После возвращения нашего в деревню из Москвы, прогулки, катанья, посещения в Средниково снова возобновились, все пошло по старому, но нельзя было не сознаться, что Мишель оживлял все эти удовольствия и что без него не жилось так весело, как при нем.
Он писал Сашеньке длинные письма, обращался часто ко мне с вопросами и суждениями и забавлял нас анекдотами о двух братьях Фее, и для отличия называл одного Fe-nez-long, Fe-nez-court; бедный Фенелон был чем то в университетском пансионе и служил целью эпиграмм, сарказмов и каррикатур Мишеля.

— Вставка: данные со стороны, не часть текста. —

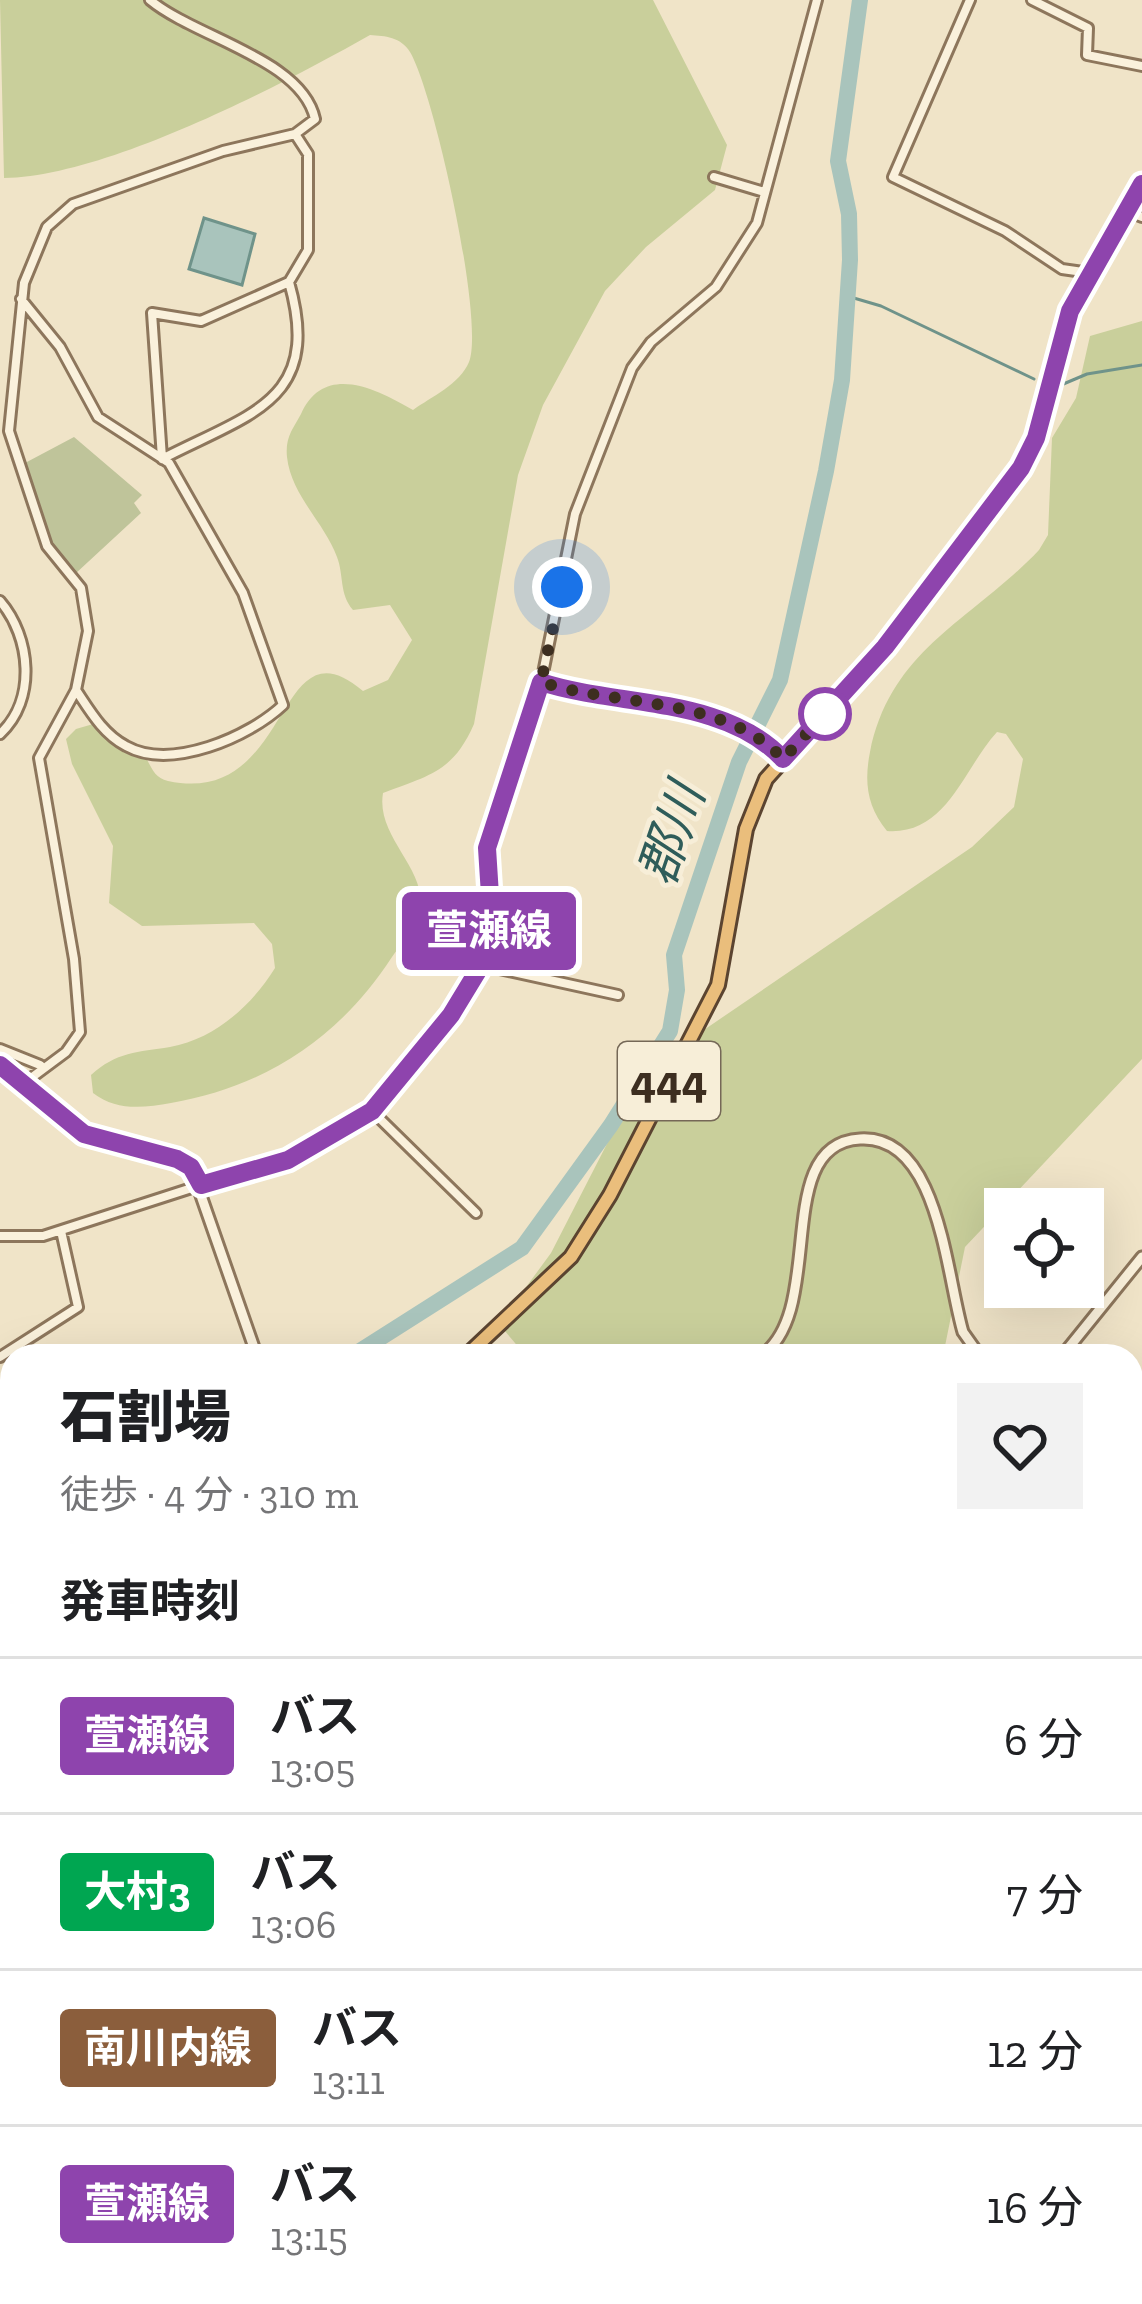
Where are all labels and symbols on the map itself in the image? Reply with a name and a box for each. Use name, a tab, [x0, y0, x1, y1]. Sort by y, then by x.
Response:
your location	[532, 557, 592, 617]
unlabelled marker	[800, 689, 850, 739]
water label: 郡川	[626, 771, 719, 892]
line badge: 萱瀬線	[420, 892, 558, 970]
road number: 444	[618, 1042, 720, 1120]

В одном из своих писем он переслал мне следующие стихи, достойные даже и теперь его имени:
По небу полуночи ангел летел
И тихую песню он пел,
И месяц и звезды и тучи толпой
Внимали той песни святой.
Он пел о блаженстве безгрешных духов
Под кущами райских садов,
О боге великом он цел, и хвала
Его непритворна была.
Он душу младую в объятиях нес
Для мира печали и слез
И звук его песни в душе молодой
Остался -- без слов, но живой.
И долго на свете томилась она
Желанием чудным полна,
И звуков небес заменить не могли
Ей скучные песни земли.
О, как я обрадовалась этим стихам, какая разница с тремя первыми его произведениями, в этом уж просвечивал гений.
Сашенька и я, мы первые преклонились перед его талантом и пророчили ему, что он станет выше всех его современников; с этих пор я стала много думать о нем и об его грядущей славе.